While we did not promptly got lost, we took a wrong turn that took us into the construction site. After a 10 min backtracking, we got on the right trail and made our way up the volcano. We talked about erosion a lot because of the construction, but also the small river of water on the trail. Also about why they are planting so many trees around the area. I talked about how we do a Tree Plant in the spring and what it does. During the hike, I kept asking why the river of water is doing this, why we plant trees, what would happen if, and so on. The Scouts were very responsive and had good comments and ideas.
It had been awhile since I had last been to the top, but when we did, I realized the area we were going to had been vandalized. There was supposed to be a set of logs in the ground that pointed to all the peaks and Mts. Most were there, but many signs were not. So we had to point the Mountains out. (I am thinking of an Eagle Project for this site is in order!)
With most of the Hiking complete and the basic’s of LNT done as well, I turned to Jamboree on the Air. This weekend is the 55th JOTA. I had started out on the hike talking about it and showed one of my Ham Radio’s to the Scouts. I explained what it was and that this was way before any iPhone/Android or any smartphone. We talked about communication and how you would use it.
So, I pulled out my Yeasu 817 HF Rig and tuned it to the 20m Frequency and started to listen. I did explain the ins and outs of what it takes to be a Ham Radio Operator, my radio name (K7RUB) and how to talk. We listened and heard Scouts from Morro Bay, CA , Utah and also somewhere in Oregon.

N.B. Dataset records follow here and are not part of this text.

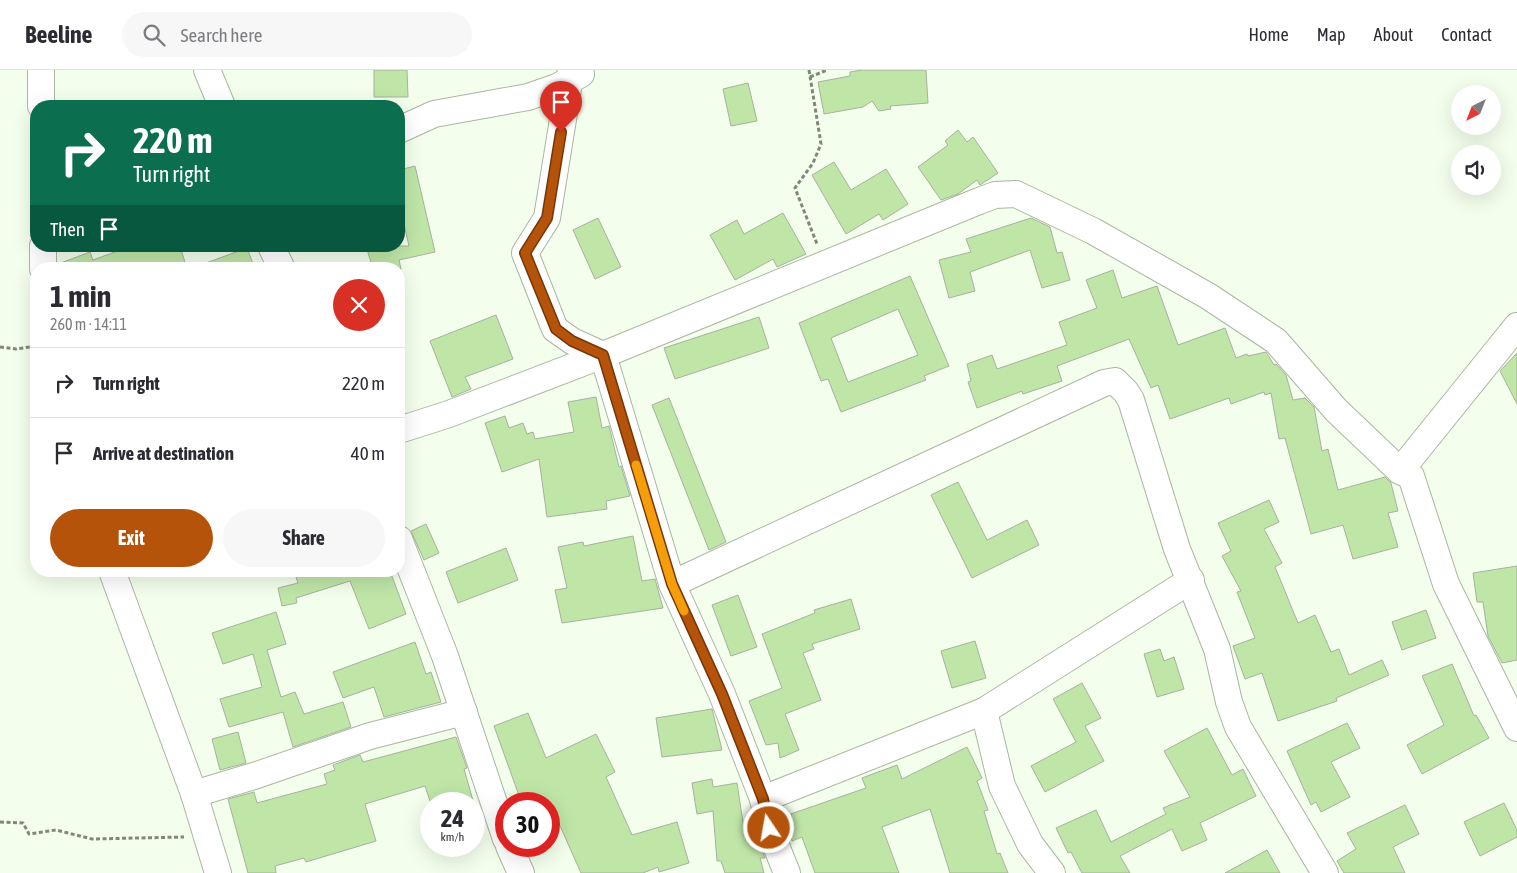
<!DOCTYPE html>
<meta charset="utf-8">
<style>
body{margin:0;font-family:"Asap Condensed",sans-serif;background:#f7f7f7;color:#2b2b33;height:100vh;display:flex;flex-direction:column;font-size:19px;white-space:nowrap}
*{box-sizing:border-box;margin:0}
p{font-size:16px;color:#7c7c81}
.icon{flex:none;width:28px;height:28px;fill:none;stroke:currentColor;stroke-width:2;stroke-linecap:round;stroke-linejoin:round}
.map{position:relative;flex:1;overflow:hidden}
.side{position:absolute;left:30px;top:192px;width:375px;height:315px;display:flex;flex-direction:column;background:#fff;border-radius:20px;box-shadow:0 5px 20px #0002}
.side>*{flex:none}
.banner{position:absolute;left:30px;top:30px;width:375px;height:152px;border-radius:20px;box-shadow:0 5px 20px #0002;background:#0b6e4f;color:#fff;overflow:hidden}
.needle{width:32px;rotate:222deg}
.tools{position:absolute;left:1451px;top:15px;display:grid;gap:10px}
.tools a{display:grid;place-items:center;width:50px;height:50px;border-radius:50%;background:#fff;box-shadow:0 5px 20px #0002;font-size:25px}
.speed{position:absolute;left:420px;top:722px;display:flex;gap:10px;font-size:25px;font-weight:700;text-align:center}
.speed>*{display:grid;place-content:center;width:65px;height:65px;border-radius:50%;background:#fff;box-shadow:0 5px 20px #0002;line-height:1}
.speed small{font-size:12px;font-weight:400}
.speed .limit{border:8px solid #d22;background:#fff;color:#111}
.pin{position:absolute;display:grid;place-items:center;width:42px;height:42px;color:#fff;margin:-51px -21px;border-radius:50% 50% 50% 0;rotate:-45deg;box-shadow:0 0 5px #0007}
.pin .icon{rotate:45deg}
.me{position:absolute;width:55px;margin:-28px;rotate:348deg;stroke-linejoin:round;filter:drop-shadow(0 0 4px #0008)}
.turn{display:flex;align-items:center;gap:18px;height:105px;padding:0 20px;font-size:22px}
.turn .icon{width:65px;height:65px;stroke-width:2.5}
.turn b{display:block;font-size:35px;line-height:42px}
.then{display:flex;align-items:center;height:48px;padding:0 20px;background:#0003;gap:10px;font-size:19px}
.round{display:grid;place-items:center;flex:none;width:52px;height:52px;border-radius:26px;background:#f7f7f7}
.overview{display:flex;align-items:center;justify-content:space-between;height:85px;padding:0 20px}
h1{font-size:30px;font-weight:700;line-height:38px}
.button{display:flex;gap:10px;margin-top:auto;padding:10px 20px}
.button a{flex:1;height:58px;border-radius:30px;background:#b45309;color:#fff;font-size:20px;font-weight:700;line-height:58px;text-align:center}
.button a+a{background:#f7f7f7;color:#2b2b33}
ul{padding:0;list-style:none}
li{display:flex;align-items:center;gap:15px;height:70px;padding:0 20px;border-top:1px solid #e1e1e2}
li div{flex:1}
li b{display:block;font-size:19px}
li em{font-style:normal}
header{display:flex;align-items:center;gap:30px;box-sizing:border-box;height:70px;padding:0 25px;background:#fff;border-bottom:1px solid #e1e1e2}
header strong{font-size:24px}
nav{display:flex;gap:28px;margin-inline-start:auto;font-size:18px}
.search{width:350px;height:45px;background:#f7f7f7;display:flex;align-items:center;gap:12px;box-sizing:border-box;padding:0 18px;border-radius:28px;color:#7c7c81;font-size:19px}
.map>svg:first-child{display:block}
.building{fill:#bfe5a7;stroke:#a5b39d;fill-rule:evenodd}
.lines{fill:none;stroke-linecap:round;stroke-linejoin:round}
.minor-casing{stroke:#a9b7a1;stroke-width:28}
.path{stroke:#80887b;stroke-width:3;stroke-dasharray:4 2.5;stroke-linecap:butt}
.minor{stroke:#fff;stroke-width:26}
.route-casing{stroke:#753606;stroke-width:12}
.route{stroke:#b45309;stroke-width:9}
.slow{stroke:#f59e0b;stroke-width:9}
</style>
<header>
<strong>Beeline</strong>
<div class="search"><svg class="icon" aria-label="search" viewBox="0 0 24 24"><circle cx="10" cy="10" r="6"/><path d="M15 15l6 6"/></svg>Search here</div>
<nav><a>Home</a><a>Map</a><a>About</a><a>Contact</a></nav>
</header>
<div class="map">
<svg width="1517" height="803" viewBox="0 0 1517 803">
<rect width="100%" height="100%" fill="#f3feec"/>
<!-- building -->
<g class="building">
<path d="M374,0h33l1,27h-34z"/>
<path d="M862,0h64l2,33 -38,3 1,3 -12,2 -7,-10 -9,6 -39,7 -6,-32 32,-6v-4z"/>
<path d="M748,13l9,38 -26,5 -8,-37z"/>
<path d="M958,60l9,12 6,-5 25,36 -18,12 -3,-5 -19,14 -17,6 -23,-33 30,-22 -3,-4z"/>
<path d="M834,92l17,28 35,-21 22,35 -25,16 -4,-6 -33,20 -34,-59z"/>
<path d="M415,96l20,86 -36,8 2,9h-28l-7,-23h43l-10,-43v-33z"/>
<path d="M783,143l23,41 -29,13 -4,-8 -38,21 -25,-45 27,-15 7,14z"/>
<path d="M598,148l23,49 -26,12 -22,-49z"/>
<path d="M1031,148l19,9 7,26 5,-1 8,28 -28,8 -12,-38 -60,22 5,19 -26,7 -10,-38 32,-8 -5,-13z"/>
<path d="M131,176h49l7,23h-129v-5l32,-12 3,8z"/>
<path d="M247,178l8,21h-60v-2z"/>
<path d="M1113,200l9,28 35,-12 21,59 47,-17 11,30 11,-4 1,2 18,-4 8,13 2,-1 10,11 7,25 12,-2 9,9 8,44 6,-2 10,41 47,-13 6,6 7,28 -10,2 10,34 -45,12 -10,-34 -32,9 -26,-96 -6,1 -8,-46 -6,2 -1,-3 -33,12 -2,-6 -59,21 -12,-34 -7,3 -22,-49 -72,27 5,15 -39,13 -1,-3 -45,17 -9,-26 3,-1 -4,-17 25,-9 5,14 70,-24 -8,-23 38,-14 -11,-28z"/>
<path d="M910,206l39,90 -25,10 2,4 -85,32 -13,-33 -7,2 -22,-58zM898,239l20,46 -70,27 -17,-44z"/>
<path d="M496,245l17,44 -48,18 6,12 -19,8 -22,-56z"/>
<path d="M759,247l10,31 -94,31 -11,-31z"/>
<path d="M1517,283v51l-17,-33z"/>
<path d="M596,327l6,31 7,-2 10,41 2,-1 9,30 -24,5 1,8 -60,8 -8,-58 -37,13 -17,-49 20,-7 4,12 14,-5 4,11 6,-2 2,7 39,-7 -6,-30z"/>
<path d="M669,328l57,144 -17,8 -57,-145z"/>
<path d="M958,412l29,58 40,-20 12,25 -67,33 -41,-83z"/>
<path d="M1269,430l10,22 -15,7 18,34 -7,4 23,56 17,-8 16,37 8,-3 10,26 33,-15 7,15 -53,23 1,3 -59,20 -16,-48 -17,6 -12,-33 22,-8 -18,-46 4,-1 -19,-35 9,-5 -13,-28z"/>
<path d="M426,454l13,29 -15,7 -13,-29z"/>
<path d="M633,466l9,45 13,-2 8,29 -101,15 -7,-33 12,-2 -9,-41 25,-5 1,4z"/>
<path d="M506,478l12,32 -60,23 -12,-31z"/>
<path d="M1517,496v94l-15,3 -14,-27 -5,-34h-6l-4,-29z"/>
<path d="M294,501h96l16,43 -37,15 -19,-48 -54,17 1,5 -15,3 -4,-18 20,-5z"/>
<path d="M738,525l19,52 -26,9 -19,-51z"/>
<path d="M851,529l9,30 -48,15 2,5 -11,4 18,47 -36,14 14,36 -19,8 -2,-15 -12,2 -17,-44 33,-13 -20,-54 53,-21 -1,-3z"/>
<path d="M1426,540l10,28 -34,12 -10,-28z"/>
<path d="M276,542l10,32 -19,6 14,47 14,-5 9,22 39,-12 8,25 -58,20 -10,-35 -54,15 -9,-28 42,-12 -9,-33 -30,10 -11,-31z"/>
<path d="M975,571l11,37 -34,10 -11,-37z"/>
<path d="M415,572l11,32 5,-2 10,30 -57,15 -10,-30 -31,11 -10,-26z"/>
<path d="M1160,579l4,12 10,-4 10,32 -27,8 -13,-43z"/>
<path d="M1452,594l22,52 2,-1 13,23 -67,36 -15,-29 37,-20 -22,-49z"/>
<path d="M1082,613l19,35 -16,8 19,35 -59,31 -14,-26 45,-24 -23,-43z"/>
<path d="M712,639l10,41 -60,7 -6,-39z"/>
<path d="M528,643l18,45 50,-24 19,38 -9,5 26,58 45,-13 12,41 -30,9 -1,-5 -15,6h-62l-33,-74 -14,5h-12l-28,-78z"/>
<path d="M1347,653l13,25 -29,14 19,35 -29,15 -5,-10 -5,3 -24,-54z"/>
<path d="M1207,658l25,47 11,-6 13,27 -56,27 7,17 -25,11 -10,-22 -52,27 10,17h-48l-11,-21 -3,1 -12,-25 40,-18 15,32 55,-28 -3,-6 27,-11 -26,-46z"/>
<path d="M238,662l8,31 -26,7 -8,-31z"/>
<path d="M456,667l11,31 -3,1 10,35h-43l-6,-18 -60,18 11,37 -70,21 -2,-4 -29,8 1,7h-28l-20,-74 26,-7 3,11 70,-19 -3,-10 11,-4 -2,-5 27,-10 3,7z"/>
<path d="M967,677l15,31 -5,3 11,29 -4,1 13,43 3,-1 8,20h-58l-20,-64 -48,18 17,46h-84l-13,-36 -10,4 -10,-24 84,-29 -4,-10 35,-13 5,14z"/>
<path d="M712,709l1,8 24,-4 7,46 10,-1 11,30h-5l4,15h-39l-4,-12h-4l-4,-50 -16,3 -5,-31z"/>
<path d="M1504,733l13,27v7l-37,19 -16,-34z"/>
<path d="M1405,735l14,29 -26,13 12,26h-61l-7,-12 19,-12 -9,-16z"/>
<path d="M1267,780l13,23h-55z"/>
</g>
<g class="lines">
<!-- minor casing -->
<g class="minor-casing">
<g id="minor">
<path d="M41,0v36"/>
<path d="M207,0l15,36"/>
<path d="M571,0l-24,148 -22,35 30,76 17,12 31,14 69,229 50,110 41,105 6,29 18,45"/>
<path d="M399,60l35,-16 94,-17 29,-10 24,-13"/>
<path d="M43,176v23"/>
<path d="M271,176l11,23"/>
<path d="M399,360l50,-16 154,-59 376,-154 16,-6 21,-1 77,37 115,65 68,45 60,69 64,61 11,5 35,108 71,144"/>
<path d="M1400,401l117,-145"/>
<path d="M399,469l46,117 61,183"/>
<path d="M112,501l82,223 24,79"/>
<path d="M672,514l432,-201 11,-2 11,11 5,8 46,149 40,100 12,53 9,25 87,146"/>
<path d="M194,724l60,-18 116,-40 94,-24"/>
<path d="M763,729l221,-88"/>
<path d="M509,776l12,27"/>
<path d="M1052,803l-22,-29 -28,-58 -18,-75 207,-131"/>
</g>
</g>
<!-- path -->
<g class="path">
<path d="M809,0l12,74 -8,19 -18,25 22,56"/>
<path d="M810,7l17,-7"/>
<path d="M0,277l16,2 20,-3"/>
<path d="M0,752l23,1 6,11 27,-4 36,9 92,-2"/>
</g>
<!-- minor -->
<use href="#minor" class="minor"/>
</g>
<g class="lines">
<!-- route casing -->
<g class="route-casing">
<path id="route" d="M561,62l-14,86 -22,35 31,76 16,12 31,14 69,229 50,110 41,105 6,29"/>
</g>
<!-- route -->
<use href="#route" class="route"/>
<!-- slow -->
<path class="slow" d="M636,395l36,119 12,27"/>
</g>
</svg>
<div class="tools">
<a><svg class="needle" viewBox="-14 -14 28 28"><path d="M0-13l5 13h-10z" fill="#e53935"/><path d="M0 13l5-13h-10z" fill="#7c7c81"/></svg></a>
<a><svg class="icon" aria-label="sound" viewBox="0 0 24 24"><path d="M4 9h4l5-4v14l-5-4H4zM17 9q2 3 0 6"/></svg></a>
</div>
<div class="speed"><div>24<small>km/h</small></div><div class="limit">30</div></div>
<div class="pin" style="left:561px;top:62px;background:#d93025"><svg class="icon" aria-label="arrive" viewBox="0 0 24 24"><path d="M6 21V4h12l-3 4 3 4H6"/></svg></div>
<svg class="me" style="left:769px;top:758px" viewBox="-20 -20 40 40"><circle r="17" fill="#b45309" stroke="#fff" stroke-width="3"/><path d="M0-11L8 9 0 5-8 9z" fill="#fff"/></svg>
<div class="banner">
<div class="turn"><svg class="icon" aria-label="right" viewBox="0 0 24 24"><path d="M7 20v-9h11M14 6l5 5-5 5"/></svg><div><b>220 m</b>Turn right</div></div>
<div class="then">Then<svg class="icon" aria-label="arrive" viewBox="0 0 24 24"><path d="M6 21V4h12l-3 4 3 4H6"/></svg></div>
</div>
<section class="side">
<div class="overview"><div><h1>1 min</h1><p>260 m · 14:11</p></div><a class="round" style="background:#d93025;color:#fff"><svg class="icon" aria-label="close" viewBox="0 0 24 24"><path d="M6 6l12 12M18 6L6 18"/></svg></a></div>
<ul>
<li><svg class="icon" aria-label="right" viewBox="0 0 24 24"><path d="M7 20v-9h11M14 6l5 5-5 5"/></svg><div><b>Turn right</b></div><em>220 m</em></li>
<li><svg class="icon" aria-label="arrive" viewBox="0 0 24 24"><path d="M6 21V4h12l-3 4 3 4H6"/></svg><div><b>Arrive at destination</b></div><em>40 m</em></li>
</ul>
<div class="button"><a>Exit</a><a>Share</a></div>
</section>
</div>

We were not able to make a connection since no one heard us. But, we listened for 20 minutes to everyone talk.
The Scouts had a good time in trying to communicate, and did find it fun to hear Scouts trying to talk to others. It was their first time with Ham Radio. Which, for me is a great accomplishment since I have tried to incorporate Ham Radio into the Pack and do JOTA. I have used my Ham Radio a couple of time within the Tigers Den. But that was using 2m/70cm and Repeaters. This was the first time on HF on 20m.
So, five Scouts got out for a hike on a volcano, earned the Hiking Beltloop, worked on requirements for rank and Leave No Trace and got introduced to Ham Radio. Plus, as part of going on the Cubmaster’s Hike, got a segment that I picked up at the Seattle Scout Shop. Which means, no one in the Pack has it! Bonus!